I eventually found some 1970s Tarot cards, and they provided a really useful stimulus; the combination of clean lines and mystical imagery was exactly what I wanted. Kenna then built on those ideas to come up with the fantastic eye symbol. It alludes to magic and illusion, but also the idea of inner and outer worlds, and the festival’s blurring of the conventional boundaries between spectator and performer. We’re really happy with it!
Are there any aspects of the festival which move beyond the usual confines of staged theatre?
Aye. We’ve commissioned a soundscape to underscore the entire festival, which will be played by Adam McCallum from Subcity Radio. He’ll be using sound manipulation techniques to improvise live over tracks, creating a surreal vibe and an inevitably different performance each night. It’s not like having a band with a set decided in advance – it’s a very intuitive way of playing music, continually manipulating the atmosphere in the room. Audience members will be able to approach him throughout the night to record noises and words live, which will then be sampled into the soundscape. We wanted to make the musical process as immersive as possible, while also playing with ideas of alienation and the uncanny. The sounds recorded into the soundscape should theoretically become less and less recognisable. Live music undoubtedly creates a connection with an audience, but we thought this approach could be more versatile. It’s quite different to anything we’ve tried before, so it will be a bit of an experiment.
There’s also plenty more for audiences to get their teeth into in between the theatre performances! We’ve got a series of other installations, including a separate booth occupied by an ironic mind reader, and we flout a lot of superstitions with our choice of décor… It’s going to be a pretty special few days.
How would you describe STaG Nights 2014 in five words?
Stimulating, Original, Atmospheric, Cheap, Magical [Obviously]
We also spoke to director Robert Cardew (Faustus) and writer Anna Nodward-Siegel (The Curious Switcharoo, Love Potion No. 9) to see how magic has inspired their creative processes.
Can you tell us a little about your shows?
Anna: My two shows are about perfectly affable people getting mixed up with magical objects and trying their best to set things straight.
Robert: My show is a modernisation of Christopher Marlowe’s play, The Tragical History of the Life and Death of Doctor Faustus. It shows how everyone will always look for quick fixes and the fastest path to fun, but it might not be the wisest decision.
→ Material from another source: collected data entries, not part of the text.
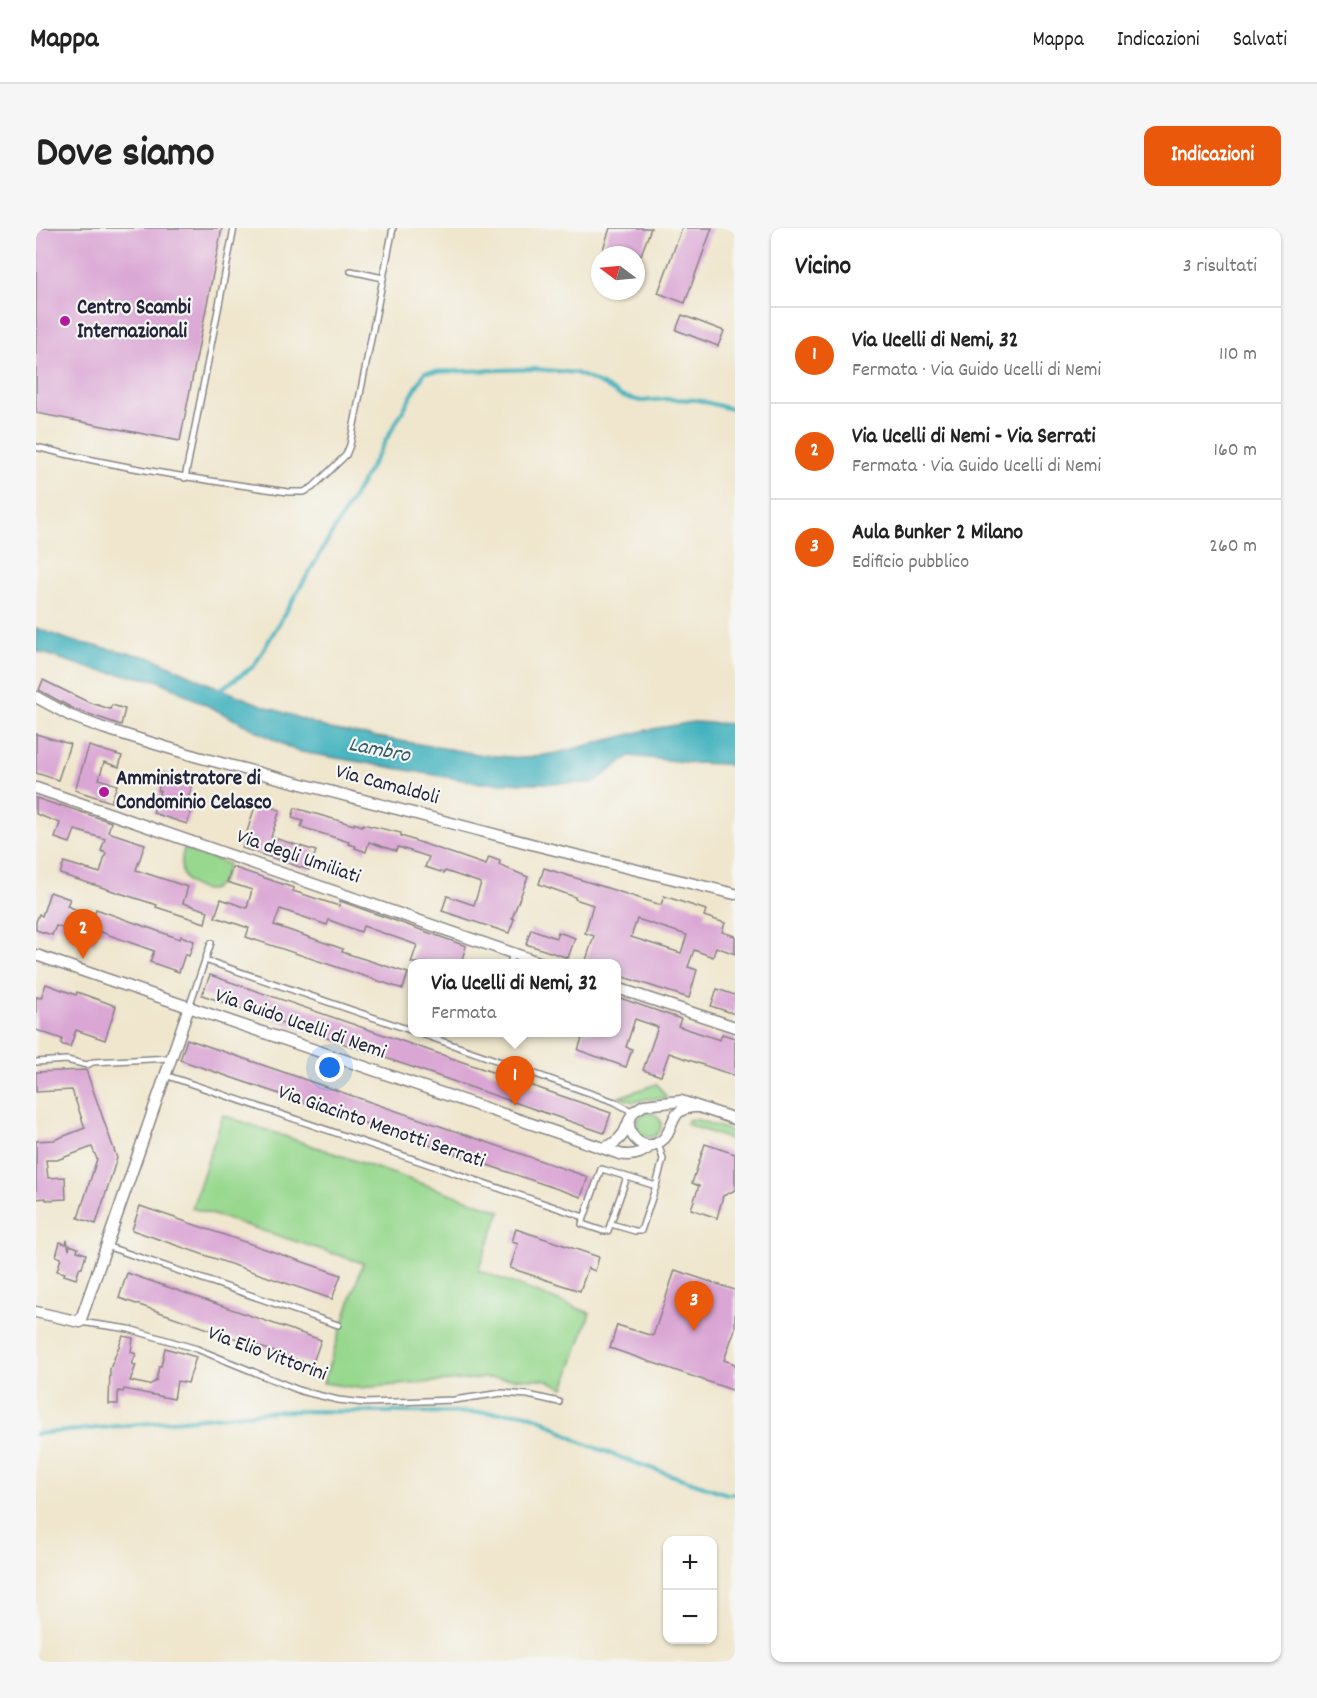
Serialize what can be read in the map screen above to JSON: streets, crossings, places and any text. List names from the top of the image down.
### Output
{
  "streets": {
    "street": [
      "Via Camaldoli",
      "Via degli Umiliati",
      "Via Guido Ucelli di Nemi",
      "Via Elio Vittorini"
    ],
    "lane": ["Via Giacinto Menotti Serrati"]
  },
  "water": ["Lambro"],
  "places": ["Centro Scambi Internazionali", "Amministratore di Condominio Celasco"],
  "north": "left",
  "page": {
    "header": "Mappa",
    "nav": ["Mappa", "Indicazioni", "Salvati"],
    "title": "Dove siamo",
    "buttons": "Indicazioni",
    "heading": ["Vicino", "3 risultati"],
    "list": [
      {
        "mark": "1",
        "name": "Via Ucelli di Nemi, 32",
        "note": "Fermata · Via Guido Ucelli di Nemi",
        "value": "110 m"
      },
      {
        "mark": "2",
        "name": "Via Ucelli di Nemi - Via Serrati",
        "note": "Fermata · Via Guido Ucelli di Nemi",
        "value": "160 m"
      },
      {
        "mark": "3",
        "name": "Aula Bunker 2 Milano",
        "note": "Edificio pubblico",
        "value": "260 m"
      }
    ],
    "pins": ["2", "1", "3"],
    "popup": ["Via Ucelli di Nemi, 32", "Fermata"],
    "map_buttons": ["+", "−"]
  }
}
What about the ‘magic’ theme did you particularly respond to?
Anna: What inspired me about the magic theme was the implication of hidden magic, magic that could exist in our own world and shake things up, though we may be unaware until we find it.
Robert: The theme of magic allowed me to explore the idea that at any time, on any day, we have the power to do anything out of the ordinary, make our own choices and decisions and change the course of fate.
Do you believe in magic?
Anna: I have an app on my phone that lets me see through the earth and clouds at what the stars look like beyond them; naturally, I believe in magic.
Robert: Every time I hear the music of Dylan, I believe in magic.